Except that snippet changelog doesn't actually state what KVM does, it states what
a hypervsior _could_ do to protect the host from the guest via IBPB.

> so with my very limited virt understanding, when you vmexit, you don't
> do switch_mm(), right?

Correct, but KVM also doesn't do IBPB on VM-Exit (or VM-Entry), nor does KVM do
IBPB before exiting to userspace.  The IBPB we want to whack is issued only when
KVM is switching vCPUs.

> If so, you need to do a barrier. Regardless of conditional IBPB or not
> as you want to protect the host from a malicious guest.
> 
> In general, the whole mitigation strategies are enumerated in
> 
> Documentation/admin-guide/hw-vuln/spectre.rst
> 
> There's also a "3. VM mitigation" section.
> 
> And so on...
> 
> Bottomline is this: at the time, we went to great lengths to document
> what the attacks are and how we are protecting against them.

Except that _none_ of that documentation explains why the hell KVM does IBPB when
switching betwen vCPUs.  The only item is this snippet from the changelog:

    * Mitigate guests from being attacked by other guests.
      - This is addressed by issing IBPB when we do a guest switch.
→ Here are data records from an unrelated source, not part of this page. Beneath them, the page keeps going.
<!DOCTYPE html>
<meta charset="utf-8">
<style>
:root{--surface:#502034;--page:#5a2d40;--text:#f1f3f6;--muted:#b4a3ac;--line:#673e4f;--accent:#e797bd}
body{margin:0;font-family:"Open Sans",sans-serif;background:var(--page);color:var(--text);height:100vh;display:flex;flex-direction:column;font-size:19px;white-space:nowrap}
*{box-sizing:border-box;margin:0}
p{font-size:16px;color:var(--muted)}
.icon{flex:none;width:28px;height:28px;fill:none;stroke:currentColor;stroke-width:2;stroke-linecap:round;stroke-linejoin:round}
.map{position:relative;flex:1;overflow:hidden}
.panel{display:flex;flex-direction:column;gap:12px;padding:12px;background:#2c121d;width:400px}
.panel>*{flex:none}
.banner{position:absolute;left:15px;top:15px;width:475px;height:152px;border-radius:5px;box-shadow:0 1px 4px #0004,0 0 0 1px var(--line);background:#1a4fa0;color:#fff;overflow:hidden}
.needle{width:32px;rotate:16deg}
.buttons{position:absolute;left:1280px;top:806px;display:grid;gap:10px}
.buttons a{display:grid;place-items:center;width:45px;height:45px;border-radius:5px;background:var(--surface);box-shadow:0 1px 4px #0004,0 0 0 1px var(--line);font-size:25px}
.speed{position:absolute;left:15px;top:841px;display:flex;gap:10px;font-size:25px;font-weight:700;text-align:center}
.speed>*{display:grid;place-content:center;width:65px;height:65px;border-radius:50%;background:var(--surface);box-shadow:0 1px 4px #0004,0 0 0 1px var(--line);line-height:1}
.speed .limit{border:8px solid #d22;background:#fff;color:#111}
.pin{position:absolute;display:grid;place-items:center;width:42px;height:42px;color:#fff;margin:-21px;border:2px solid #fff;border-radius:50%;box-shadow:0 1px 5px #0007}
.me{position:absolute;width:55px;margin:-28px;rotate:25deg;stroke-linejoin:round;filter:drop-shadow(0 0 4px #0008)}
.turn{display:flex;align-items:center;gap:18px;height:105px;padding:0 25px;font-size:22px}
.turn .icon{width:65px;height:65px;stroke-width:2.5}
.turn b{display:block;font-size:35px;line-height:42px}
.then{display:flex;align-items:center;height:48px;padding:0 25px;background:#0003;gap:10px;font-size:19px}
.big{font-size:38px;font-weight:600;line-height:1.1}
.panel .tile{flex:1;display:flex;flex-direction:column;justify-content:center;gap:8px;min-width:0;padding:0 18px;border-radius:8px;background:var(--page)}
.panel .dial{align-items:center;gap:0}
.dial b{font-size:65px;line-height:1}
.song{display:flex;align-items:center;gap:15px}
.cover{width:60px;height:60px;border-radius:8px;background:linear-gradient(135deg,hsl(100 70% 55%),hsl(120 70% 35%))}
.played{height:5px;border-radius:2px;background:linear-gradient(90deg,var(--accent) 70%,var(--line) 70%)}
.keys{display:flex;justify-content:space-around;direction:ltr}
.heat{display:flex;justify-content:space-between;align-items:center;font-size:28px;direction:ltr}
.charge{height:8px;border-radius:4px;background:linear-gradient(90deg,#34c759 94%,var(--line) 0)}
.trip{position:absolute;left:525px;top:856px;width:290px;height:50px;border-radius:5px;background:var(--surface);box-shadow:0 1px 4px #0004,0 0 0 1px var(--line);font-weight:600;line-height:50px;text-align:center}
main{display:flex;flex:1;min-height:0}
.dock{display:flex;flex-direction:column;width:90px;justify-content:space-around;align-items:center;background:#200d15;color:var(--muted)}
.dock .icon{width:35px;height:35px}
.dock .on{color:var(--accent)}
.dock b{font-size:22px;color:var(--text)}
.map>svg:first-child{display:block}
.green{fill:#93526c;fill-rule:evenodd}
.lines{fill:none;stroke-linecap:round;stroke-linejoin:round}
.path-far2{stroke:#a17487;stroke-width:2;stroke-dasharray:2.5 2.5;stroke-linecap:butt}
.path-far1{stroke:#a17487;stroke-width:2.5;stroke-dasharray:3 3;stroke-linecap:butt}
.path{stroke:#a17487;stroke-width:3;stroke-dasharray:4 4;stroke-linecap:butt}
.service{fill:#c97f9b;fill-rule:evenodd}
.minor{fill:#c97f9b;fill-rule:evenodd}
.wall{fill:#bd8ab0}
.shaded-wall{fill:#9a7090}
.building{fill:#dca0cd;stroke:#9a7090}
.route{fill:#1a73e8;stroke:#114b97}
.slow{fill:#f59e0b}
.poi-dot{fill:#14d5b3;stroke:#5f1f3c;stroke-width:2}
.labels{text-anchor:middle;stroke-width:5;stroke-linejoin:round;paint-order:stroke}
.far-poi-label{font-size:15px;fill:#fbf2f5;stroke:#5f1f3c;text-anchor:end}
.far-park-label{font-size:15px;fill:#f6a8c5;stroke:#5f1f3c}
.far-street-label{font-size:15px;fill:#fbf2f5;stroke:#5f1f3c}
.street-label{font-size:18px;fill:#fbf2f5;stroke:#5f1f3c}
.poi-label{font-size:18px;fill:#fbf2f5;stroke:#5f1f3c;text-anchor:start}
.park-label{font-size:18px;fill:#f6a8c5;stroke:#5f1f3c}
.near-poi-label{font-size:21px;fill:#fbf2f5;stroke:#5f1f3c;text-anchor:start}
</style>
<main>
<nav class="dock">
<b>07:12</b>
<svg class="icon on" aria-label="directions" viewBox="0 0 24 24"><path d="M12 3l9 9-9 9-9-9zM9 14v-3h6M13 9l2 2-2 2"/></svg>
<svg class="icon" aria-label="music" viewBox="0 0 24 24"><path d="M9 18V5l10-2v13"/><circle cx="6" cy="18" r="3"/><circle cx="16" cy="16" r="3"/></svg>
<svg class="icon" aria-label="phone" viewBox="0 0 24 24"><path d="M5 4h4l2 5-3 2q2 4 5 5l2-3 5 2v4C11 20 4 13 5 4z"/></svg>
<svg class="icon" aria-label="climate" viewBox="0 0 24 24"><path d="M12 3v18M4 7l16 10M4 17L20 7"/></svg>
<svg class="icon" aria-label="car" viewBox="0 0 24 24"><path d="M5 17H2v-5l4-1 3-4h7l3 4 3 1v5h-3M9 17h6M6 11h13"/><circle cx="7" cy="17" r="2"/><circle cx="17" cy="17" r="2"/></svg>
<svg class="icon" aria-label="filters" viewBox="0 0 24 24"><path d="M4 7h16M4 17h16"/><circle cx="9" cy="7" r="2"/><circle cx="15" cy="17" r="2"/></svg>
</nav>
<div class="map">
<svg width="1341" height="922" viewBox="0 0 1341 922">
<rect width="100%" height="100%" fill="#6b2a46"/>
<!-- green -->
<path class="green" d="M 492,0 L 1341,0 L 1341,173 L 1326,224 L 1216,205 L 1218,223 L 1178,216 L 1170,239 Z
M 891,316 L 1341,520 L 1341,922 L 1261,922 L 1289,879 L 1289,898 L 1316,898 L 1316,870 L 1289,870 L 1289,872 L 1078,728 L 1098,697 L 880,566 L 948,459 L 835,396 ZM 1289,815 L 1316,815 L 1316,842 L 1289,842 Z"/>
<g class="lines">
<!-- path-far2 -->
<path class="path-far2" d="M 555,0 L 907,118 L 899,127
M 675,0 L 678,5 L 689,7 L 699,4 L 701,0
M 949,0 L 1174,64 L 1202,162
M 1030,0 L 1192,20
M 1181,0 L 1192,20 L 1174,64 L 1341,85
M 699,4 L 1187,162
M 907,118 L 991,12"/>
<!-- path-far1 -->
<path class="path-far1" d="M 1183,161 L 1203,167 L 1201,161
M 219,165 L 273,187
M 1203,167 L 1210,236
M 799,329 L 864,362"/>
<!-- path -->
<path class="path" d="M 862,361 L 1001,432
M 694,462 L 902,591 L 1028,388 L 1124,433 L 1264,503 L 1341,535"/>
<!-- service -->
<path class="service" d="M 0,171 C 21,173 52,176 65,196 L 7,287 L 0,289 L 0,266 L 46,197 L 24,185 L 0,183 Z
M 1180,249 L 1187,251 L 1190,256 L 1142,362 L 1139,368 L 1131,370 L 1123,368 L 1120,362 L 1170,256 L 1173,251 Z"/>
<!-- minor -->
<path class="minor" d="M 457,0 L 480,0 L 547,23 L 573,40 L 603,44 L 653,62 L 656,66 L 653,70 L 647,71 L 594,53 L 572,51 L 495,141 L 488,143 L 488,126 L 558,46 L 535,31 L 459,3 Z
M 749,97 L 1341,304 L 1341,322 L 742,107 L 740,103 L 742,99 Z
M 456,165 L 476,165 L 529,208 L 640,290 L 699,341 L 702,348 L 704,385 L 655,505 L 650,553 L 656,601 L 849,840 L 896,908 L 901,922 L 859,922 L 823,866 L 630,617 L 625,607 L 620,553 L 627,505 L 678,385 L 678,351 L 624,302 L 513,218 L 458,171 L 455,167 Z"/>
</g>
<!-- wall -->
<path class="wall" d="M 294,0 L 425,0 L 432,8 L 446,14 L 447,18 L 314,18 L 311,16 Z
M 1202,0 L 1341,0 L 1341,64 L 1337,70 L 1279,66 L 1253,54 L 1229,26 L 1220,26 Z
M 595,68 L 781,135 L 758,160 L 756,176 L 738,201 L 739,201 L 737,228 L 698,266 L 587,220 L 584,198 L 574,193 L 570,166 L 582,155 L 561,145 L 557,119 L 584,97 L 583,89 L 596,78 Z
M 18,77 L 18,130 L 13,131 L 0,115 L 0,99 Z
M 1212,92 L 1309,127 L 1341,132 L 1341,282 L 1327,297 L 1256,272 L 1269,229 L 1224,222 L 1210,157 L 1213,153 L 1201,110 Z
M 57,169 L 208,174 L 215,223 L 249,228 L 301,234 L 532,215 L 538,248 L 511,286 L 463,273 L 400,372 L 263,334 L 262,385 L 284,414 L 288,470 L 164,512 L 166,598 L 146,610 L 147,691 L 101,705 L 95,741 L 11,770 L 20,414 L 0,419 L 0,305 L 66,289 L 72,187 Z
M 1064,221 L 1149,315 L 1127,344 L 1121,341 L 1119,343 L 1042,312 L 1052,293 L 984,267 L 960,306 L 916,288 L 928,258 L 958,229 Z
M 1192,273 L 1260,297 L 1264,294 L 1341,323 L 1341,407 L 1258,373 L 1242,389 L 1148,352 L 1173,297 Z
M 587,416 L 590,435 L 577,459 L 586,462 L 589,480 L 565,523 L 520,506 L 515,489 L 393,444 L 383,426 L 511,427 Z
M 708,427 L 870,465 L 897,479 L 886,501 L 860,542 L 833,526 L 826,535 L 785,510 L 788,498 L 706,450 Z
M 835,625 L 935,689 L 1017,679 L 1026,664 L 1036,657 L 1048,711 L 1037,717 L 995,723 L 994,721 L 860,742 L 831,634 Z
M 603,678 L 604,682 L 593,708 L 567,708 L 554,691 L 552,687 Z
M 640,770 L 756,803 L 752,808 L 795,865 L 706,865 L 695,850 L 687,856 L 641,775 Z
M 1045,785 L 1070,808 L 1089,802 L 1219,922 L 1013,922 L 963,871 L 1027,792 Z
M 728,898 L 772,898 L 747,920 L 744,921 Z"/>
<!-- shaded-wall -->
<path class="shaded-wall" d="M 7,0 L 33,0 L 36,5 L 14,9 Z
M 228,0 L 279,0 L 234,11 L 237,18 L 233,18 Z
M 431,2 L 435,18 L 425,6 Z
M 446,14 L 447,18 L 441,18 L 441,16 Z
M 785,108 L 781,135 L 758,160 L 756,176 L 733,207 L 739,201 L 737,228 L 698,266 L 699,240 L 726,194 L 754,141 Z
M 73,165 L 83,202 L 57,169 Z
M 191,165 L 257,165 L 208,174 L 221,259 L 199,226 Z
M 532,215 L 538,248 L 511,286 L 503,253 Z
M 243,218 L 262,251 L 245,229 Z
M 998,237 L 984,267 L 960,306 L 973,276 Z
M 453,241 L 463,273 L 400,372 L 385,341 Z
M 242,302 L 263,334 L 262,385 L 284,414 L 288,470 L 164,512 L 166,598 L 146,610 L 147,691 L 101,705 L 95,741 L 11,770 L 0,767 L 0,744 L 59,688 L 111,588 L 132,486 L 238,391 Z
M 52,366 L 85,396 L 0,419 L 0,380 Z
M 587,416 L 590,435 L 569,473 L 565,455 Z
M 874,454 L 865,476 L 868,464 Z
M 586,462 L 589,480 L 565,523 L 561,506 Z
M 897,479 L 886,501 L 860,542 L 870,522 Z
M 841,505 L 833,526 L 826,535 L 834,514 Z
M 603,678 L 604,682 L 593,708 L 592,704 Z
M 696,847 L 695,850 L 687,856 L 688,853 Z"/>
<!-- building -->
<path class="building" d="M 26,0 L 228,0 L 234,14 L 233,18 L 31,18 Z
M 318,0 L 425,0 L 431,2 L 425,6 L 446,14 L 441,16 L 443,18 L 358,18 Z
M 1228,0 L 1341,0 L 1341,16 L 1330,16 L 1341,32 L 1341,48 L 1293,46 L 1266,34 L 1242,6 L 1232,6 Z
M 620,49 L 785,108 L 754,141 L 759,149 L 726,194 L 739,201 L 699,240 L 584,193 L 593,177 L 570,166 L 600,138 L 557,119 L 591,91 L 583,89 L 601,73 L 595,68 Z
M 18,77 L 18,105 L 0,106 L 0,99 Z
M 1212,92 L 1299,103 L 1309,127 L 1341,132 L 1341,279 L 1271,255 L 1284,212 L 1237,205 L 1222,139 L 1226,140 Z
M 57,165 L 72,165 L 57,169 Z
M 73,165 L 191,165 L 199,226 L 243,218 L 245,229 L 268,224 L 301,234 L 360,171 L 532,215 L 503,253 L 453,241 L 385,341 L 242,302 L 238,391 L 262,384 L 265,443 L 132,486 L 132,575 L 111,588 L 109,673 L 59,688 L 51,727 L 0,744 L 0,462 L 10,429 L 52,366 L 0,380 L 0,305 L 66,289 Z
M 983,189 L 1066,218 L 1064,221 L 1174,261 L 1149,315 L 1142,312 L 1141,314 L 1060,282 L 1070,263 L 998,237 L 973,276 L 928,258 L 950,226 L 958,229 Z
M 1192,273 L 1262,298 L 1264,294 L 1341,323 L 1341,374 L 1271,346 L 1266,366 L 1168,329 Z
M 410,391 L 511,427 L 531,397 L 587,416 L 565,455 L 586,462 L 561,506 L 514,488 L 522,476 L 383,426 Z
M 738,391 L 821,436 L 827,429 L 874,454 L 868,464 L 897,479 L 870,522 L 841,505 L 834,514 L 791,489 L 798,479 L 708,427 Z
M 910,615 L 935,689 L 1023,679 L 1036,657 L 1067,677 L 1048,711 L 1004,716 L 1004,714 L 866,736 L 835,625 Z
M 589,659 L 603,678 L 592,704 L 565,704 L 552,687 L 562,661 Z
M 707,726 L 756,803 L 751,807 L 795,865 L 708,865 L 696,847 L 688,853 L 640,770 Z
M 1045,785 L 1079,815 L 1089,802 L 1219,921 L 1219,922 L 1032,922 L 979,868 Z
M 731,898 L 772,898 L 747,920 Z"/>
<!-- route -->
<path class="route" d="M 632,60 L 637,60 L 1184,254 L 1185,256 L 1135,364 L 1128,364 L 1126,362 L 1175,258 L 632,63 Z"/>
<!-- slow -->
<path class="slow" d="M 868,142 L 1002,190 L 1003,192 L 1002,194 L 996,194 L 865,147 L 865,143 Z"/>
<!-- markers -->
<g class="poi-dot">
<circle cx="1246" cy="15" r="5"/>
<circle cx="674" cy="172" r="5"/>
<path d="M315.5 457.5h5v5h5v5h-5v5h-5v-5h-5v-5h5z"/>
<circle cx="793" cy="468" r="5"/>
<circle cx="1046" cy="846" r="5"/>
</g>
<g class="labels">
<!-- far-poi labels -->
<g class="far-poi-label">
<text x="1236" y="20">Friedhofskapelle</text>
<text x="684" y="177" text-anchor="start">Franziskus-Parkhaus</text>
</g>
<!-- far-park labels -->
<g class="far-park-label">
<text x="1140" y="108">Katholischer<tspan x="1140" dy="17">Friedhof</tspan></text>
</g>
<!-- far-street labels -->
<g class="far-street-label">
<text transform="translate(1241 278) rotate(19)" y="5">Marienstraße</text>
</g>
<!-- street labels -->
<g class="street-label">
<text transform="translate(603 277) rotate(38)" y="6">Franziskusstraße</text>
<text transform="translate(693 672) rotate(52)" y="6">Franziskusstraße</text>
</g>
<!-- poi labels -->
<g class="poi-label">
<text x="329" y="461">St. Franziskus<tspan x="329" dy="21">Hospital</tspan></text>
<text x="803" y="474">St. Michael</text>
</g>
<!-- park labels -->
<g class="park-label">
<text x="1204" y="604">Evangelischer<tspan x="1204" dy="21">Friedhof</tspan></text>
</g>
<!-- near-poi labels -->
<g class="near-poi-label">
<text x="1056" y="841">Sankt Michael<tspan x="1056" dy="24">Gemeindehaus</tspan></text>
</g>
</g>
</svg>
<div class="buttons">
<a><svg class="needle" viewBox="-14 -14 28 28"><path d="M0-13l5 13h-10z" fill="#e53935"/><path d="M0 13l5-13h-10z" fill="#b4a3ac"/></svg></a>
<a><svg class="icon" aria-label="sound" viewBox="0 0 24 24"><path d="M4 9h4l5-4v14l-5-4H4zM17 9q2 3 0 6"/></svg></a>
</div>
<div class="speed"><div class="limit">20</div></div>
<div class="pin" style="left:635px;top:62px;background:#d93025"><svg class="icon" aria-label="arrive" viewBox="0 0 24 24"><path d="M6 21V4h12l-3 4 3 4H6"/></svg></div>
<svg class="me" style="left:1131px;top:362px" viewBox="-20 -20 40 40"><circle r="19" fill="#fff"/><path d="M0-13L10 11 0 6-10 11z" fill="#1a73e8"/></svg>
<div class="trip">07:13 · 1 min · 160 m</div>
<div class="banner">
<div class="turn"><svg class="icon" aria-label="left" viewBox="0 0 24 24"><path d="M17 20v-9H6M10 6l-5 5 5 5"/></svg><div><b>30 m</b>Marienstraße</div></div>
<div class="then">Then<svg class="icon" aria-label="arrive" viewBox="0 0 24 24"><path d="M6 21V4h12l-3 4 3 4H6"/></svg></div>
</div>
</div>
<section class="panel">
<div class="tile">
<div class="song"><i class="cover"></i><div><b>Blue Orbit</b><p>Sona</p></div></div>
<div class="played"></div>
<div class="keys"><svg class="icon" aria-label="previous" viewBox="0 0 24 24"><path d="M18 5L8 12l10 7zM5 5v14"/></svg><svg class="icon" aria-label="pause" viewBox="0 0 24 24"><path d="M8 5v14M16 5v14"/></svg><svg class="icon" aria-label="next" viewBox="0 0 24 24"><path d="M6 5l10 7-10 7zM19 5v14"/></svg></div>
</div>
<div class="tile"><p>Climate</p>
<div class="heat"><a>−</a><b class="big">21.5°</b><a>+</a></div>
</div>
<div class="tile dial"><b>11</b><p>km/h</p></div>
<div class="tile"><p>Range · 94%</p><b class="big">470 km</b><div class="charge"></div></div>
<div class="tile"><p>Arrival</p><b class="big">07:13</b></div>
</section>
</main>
And that's the one that I pointed out in v1 as being flawed/wrong, and how Jon
ended up with this patch.

  : But stepping back, why does KVM do its own IBPB in the first place?  The goal is
  : to prevent one vCPU from attacking the next vCPU run on the same pCPU.  But unless
  : userspace is running multiple VMs in the same process/mm_struct, switching vCPUs,
  : i.e. switching tasks, will also switch mm_structs and thus do IPBP via cond_mitigation.
  :
  : If userspace runs multiple VMs in the same process, enables cond_ipbp, _and_ sets
  : TIF_SPEC_IB, then it's being stupid and isn't getting full protection in any case,
  : e.g. if userspace is handling an exit-to-userspace condition for two vCPUs from
  : different VMs, then the kernel could switch between those two vCPUs' tasks without
  : bouncing through KVM and thus without doing KVM's IBPB.
  :
  : I can kinda see doing this for always_ibpb, e.g. if userspace is unaware of spectre
  : and is naively running multiple VMs in the same process.
  :
  : What am I missing?